Thumbnail Image

A Comparison of Techniques for Handling Missing Data in Longitudinal Studies

Missing data are a common problem in virtually all epidemiological research, especially when conducting longitudinal studies. In these settings, clinicians may collect biological samples to analyze changes in biomarkers, which often do not conform to parametric distributions and may be censored due to limits of detection. Using complete data from the BioCycle Study (2005-2007), which followed 259 premenopausal women over two menstrual cycles, we compared four techniques for handling missing biomarker data with non-Normal distributions. We imposed increasing degrees of missing data on two non-Normally distributed biomarkers under conditions of missing completely at random, missing at random, and missing not at random. Generalized estimating equations were used to obtain estimates from complete case analysis, multiple imputation using joint modeling, multiple imputation using chained equations, and multiple imputation using chained equations and predictive mean matching on Day 2, Day 13 and Day 14 of a standardized 28-day menstrual cycle. Estimates were compared against those obtained from analysis of the completely observed biomarker data.

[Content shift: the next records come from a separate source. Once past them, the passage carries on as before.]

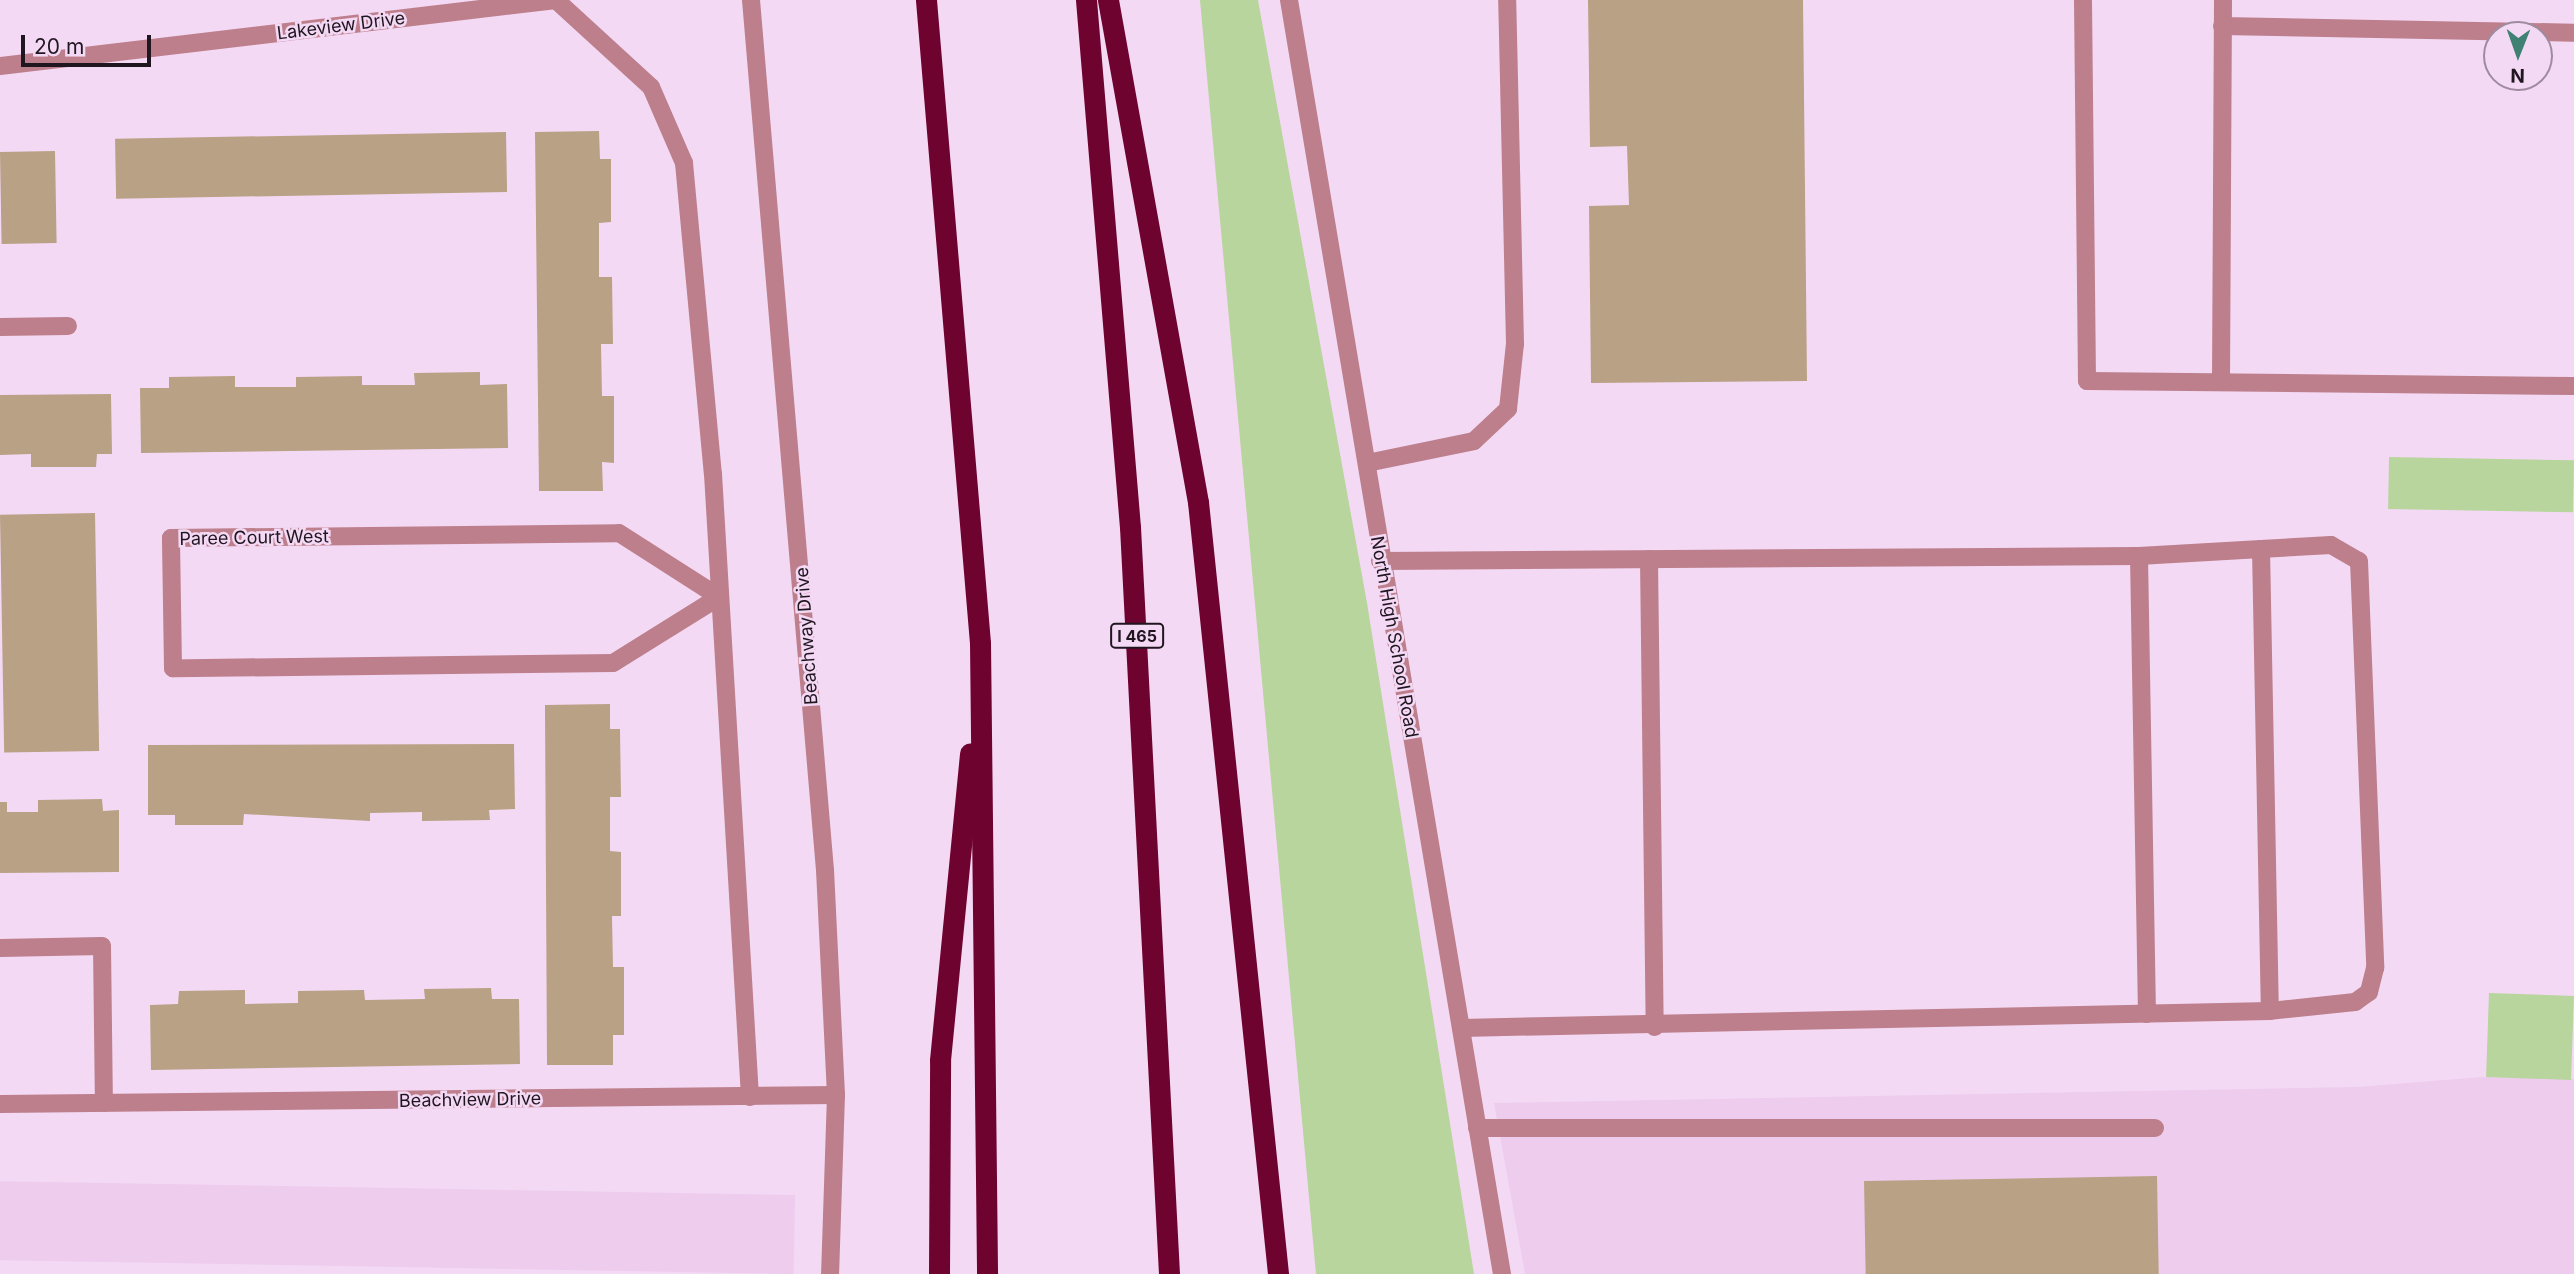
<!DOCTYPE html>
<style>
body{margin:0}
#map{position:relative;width:2574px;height:1274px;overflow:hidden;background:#f4d9f5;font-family:Inter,sans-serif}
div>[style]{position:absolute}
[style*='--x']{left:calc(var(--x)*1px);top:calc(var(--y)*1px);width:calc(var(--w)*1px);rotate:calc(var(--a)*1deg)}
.built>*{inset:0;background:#edccee;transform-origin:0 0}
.green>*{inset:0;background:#b7d59c;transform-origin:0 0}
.building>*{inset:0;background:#b8a184;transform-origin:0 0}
.service>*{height:18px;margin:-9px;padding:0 9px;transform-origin:9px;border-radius:9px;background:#bc7f8b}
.minor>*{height:18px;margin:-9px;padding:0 9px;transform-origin:9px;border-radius:9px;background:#bc7f8b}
.tertiary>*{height:18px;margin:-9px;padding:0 9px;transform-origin:9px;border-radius:9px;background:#bc7f8b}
.motorway>*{height:21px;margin:-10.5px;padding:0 10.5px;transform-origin:10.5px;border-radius:10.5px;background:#6f032f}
span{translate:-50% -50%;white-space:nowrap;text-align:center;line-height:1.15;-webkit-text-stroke:5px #f4d9f5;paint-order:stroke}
.shield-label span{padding:2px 5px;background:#f4d9f5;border:2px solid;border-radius:5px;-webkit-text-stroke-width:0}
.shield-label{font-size:16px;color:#201620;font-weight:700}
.street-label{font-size:18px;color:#201620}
.north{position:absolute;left:2483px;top:21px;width:70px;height:70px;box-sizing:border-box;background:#f4d9f5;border:2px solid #9f8ba0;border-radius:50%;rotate:181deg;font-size:19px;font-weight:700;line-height:28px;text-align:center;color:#201620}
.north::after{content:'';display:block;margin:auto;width:24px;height:32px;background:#3f8173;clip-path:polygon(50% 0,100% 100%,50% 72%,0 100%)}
.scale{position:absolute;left:21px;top:35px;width:130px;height:32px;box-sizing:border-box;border:4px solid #201620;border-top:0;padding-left:9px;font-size:21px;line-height:24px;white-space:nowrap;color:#201620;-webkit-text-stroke:5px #f4d9f5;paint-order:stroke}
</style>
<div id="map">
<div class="built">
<div style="clip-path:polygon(2482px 1077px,2574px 1079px,2574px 1274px,1525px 1274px,1494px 1103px,2357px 1087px)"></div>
<div style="left:795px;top:1195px;width:79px;height:795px;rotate:91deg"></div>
</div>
<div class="green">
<div style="clip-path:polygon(1200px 0,1258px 0,1367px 603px,1474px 1274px,1316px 1274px)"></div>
<div style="left:2389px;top:457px;width:185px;height:52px;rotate:1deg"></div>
<div style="left:2489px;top:993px;width:85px;height:84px;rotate:2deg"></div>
</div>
<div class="building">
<div style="clip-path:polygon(1588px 0,1803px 0,1807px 381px,1591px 383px,1589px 206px,1629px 205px,1627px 146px,1590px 147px)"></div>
<div style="clip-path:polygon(599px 131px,600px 159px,611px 159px,611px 222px,599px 223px,599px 277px,612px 277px,613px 344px,601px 344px,602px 396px,614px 396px,614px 463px,602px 462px,603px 491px,539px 491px,535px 132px)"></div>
<div style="left:506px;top:132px;width:60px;height:391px;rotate:89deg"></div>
<div style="left:55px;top:151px;width:92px;height:55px;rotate:89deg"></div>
<div style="clip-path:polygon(480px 372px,480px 385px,507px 384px,508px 448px,141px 453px,140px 388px,169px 388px,169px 377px,235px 376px,235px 387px,296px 387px,296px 377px,362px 376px,362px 385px,415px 385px,414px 373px)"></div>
<div style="clip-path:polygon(111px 394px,112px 454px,97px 454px,96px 467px,31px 467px,31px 454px,0 455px,0 395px)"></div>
<div style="left:95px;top:513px;width:238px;height:95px;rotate:89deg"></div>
<div style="clip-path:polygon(610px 704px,610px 729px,620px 729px,621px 797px,610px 797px,610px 851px,621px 852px,621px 916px,612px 916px,613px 967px,624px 967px,624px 1035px,613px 1035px,613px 1065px,547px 1065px,545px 705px)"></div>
<div style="clip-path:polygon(514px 744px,515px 809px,489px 810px,490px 820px,422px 821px,422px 812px,370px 813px,370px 821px,244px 814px,243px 825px,175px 825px,175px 815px,148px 815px,148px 745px)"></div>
<div style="clip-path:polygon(102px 799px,103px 811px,119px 810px,119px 872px,0 873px,0 802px,7px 802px,7px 812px,38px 812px,38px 800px)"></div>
<div style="clip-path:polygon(491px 988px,492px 999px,519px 999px,520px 1064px,151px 1070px,150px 1005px,178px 1004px,179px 991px,245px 990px,245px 1004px,298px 1003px,298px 991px,364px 990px,365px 1000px,425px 999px,424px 989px)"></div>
<div style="left:2157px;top:1176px;width:98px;height:293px;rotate:89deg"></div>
</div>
<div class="service">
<div style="--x:2083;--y:0;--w:381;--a:89.4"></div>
<div style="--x:2087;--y:381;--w:487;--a:0.6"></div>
<div style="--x:2222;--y:26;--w:352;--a:1.1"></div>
<div style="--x:2221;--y:382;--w:382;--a:-89.7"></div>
<div style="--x:1367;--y:463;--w:109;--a:-11.6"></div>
<div style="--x:1474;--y:441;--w:47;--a:-43.3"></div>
<div style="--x:1508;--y:409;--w:65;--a:-83.9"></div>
<div style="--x:1515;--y:344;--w:344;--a:-91.3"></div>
<div style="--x:2261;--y:549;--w:70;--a:-3.3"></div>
<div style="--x:2331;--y:545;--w:32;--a:30"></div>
<div style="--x:2359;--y:561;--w:407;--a:87.7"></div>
<div style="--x:2375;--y:968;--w:25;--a:104"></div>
<div style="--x:2369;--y:992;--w:17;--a:144"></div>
<div style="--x:2355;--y:1002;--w:85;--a:174"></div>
<div style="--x:2139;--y:556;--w:458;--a:89"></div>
<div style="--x:1649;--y:559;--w:468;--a:89.3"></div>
<div style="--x:1380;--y:561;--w:759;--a:-0.38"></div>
<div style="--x:2139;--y:556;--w:122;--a:-3.3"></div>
<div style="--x:2261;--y:549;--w:462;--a:88.9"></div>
<div style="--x:2270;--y:1011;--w:809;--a:178.8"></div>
<div style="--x:1477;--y:1128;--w:678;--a:0"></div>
</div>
<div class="minor">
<div style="--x:556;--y:0;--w:129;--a:42.5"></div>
<div style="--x:651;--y:87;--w:83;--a:66.5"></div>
<div style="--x:684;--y:163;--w:312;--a:84.7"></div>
<div style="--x:713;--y:474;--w:624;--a:86.6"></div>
<div style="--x:0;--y:66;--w:560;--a:-6.77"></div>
<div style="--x:0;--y:327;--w:68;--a:-0.8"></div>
<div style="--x:619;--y:533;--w:119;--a:32.6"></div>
<div style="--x:719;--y:597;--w:125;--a:148.1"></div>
<div style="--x:613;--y:663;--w:440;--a:179.3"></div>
<div style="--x:173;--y:668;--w:130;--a:-90.9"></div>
<div style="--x:171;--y:538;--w:448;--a:-0.6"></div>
<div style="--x:0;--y:948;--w:102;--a:-1.1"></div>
<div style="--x:102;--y:946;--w:157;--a:89.3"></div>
<div style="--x:0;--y:1104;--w:836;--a:-0.62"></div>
</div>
<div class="tertiary">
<div style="--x:751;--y:0;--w:873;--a:85.14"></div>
<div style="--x:825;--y:870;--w:225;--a:87.2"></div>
<div style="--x:836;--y:1095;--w:179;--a:91.9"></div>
<div style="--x:1289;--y:0;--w:1292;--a:80.51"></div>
</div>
<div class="motorway">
<div style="--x:926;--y:0;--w:645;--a:85.2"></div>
<div style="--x:980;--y:643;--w:631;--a:89.36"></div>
<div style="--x:1086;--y:0;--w:529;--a:85.23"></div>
<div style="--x:1130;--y:527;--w:748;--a:87.01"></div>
<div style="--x:1108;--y:0;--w:510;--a:79.84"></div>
<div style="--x:1198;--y:502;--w:776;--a:84.08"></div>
<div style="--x:939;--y:1274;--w:214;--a:-89.7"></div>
<div style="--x:940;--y:1060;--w:308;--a:-84.4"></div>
</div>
<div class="shield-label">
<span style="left:1137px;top:636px">I 465</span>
</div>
<div class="street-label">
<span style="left:341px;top:26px;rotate:-7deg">Lakeview Drive</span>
<span style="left:254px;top:538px;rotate:-1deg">Paree Court West</span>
<span style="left:807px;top:636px;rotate:-94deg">Beachway Drive</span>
<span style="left:1394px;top:637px;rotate:80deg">North High School Road</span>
<span style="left:470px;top:1100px;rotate:-1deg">Beachview Drive</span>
</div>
<div class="north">N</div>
<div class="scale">20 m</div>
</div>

All techniques performed comparably when applied to a Normally distributed biomarker. Multiple imputation using joint modeling and multiple imputation using chained equations produced similar estimates across all types and degrees of missingness for each biomarker. Multiple imputation using chained equations and predictive mean matching consistently deviated from both the complete data estimates and the other missing data techniques when applied to a biomarker with a bimodal distribution. When addressing missing biomarker data in longitudinal studies, special attention should be given to the underlying distribution of the missing variable. As biomarkers become increasingly Normal, the amount of missing data tolerable while still obtaining accurate estimates may also increase when data are missing at random. Future studies are necessary to assess these techniques under more elaborate missingness mechanisms and to explore interactions between biomarkers for improved imputation models.